World Series of Poker
- Bracelets: 3
- Final tables: 7
- Money finishes: 25
- Highest WSOP Main Event finish: None

World Poker Tour
- Title: None
- Final table: None
- Money finishes: 2

= Dan Idema =

Canadian ice hockey and poker player

Daniel Idema is a Canadian professional poker player from South Delta, British Columbia.

In 2007, Idema won the $2,500 buy-in British Columbia Poker Championship main event, beating out a field of 643 players to win the $410,000 first prize.

In 2011, Idema bested a field of 152 players to take down the $10,000 buy-in Limit Holdem Championship at the 2011 World Series of Poker, claiming his first WSOP gold bracelet and $378,642.

In 2013, Idema won his second gold World Series of Poker bracelet, in Event #39, which was the $1,500 buy-in Seven Card Stud hi/lo.

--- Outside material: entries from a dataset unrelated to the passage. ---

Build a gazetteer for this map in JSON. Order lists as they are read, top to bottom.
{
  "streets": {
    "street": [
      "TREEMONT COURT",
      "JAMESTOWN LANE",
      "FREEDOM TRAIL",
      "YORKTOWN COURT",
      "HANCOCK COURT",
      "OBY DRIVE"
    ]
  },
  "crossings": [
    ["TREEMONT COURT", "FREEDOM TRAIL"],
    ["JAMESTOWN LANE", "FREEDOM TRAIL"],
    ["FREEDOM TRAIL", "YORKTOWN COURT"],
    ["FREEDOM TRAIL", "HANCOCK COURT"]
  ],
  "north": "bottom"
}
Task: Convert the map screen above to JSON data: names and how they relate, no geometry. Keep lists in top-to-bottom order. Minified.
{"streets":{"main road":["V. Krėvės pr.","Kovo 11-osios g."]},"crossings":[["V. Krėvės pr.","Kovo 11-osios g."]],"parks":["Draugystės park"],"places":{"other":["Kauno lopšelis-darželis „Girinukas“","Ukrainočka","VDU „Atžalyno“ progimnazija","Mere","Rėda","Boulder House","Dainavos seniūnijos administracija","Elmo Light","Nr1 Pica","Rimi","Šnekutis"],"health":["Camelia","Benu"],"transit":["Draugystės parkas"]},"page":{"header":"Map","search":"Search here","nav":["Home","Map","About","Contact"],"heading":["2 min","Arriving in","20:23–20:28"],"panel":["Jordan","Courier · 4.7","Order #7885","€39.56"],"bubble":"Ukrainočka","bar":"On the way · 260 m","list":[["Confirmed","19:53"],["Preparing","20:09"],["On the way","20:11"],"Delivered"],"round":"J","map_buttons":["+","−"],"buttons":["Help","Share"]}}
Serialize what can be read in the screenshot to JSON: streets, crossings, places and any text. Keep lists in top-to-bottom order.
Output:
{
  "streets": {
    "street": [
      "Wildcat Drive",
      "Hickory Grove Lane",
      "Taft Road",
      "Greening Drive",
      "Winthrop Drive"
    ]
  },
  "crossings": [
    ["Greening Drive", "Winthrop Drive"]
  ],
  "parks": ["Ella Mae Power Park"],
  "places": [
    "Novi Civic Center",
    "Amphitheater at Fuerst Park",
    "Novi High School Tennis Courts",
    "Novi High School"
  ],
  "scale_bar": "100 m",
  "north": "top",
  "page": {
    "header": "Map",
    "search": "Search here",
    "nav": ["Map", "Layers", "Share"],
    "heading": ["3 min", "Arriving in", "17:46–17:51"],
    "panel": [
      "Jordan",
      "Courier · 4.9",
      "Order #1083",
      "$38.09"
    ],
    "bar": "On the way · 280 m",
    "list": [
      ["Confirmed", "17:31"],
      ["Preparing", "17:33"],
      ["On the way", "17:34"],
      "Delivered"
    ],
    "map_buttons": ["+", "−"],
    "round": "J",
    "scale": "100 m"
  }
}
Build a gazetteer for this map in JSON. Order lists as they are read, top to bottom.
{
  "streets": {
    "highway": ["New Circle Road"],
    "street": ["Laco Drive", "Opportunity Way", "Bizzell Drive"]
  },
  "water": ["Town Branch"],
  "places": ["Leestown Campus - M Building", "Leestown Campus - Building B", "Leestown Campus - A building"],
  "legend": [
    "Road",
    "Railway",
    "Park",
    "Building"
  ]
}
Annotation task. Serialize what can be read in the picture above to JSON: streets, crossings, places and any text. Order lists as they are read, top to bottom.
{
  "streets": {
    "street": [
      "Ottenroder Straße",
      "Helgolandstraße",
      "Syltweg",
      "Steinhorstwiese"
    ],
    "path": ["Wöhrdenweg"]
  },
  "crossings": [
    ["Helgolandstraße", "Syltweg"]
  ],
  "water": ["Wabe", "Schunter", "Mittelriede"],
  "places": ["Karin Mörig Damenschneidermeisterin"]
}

== World Series of Poker Bracelets ==

| Year | Tournament | Prize (US$) |
|---|---|---|
| 2011 | $10,000 Limit Hold'em Championship | $378,642 |
| 2013 | $1,500 Seven Card Stud Hi-Lo Split-8 or Better | $184,590 |
| 2015 | $3,000 H.O.R.S.E. | $261,774 |

==Hockey==
Idema played for three years in the Western Hockey League with the Medicine Hat Tigers and one year in the Ontario Hockey League with the Saginaw Spirit. In 2004, he anchored the Medicine Hat Tiger defence corps that included future NHL players Cam Barker and Kris Russell that played for the Memorial Cup in Kelowna, British Columbia. Idema finished his junior career with the Surrey Eagles of the BCHL and ended up with a total of 12 goals and 25 assists over his four years in junior hockey.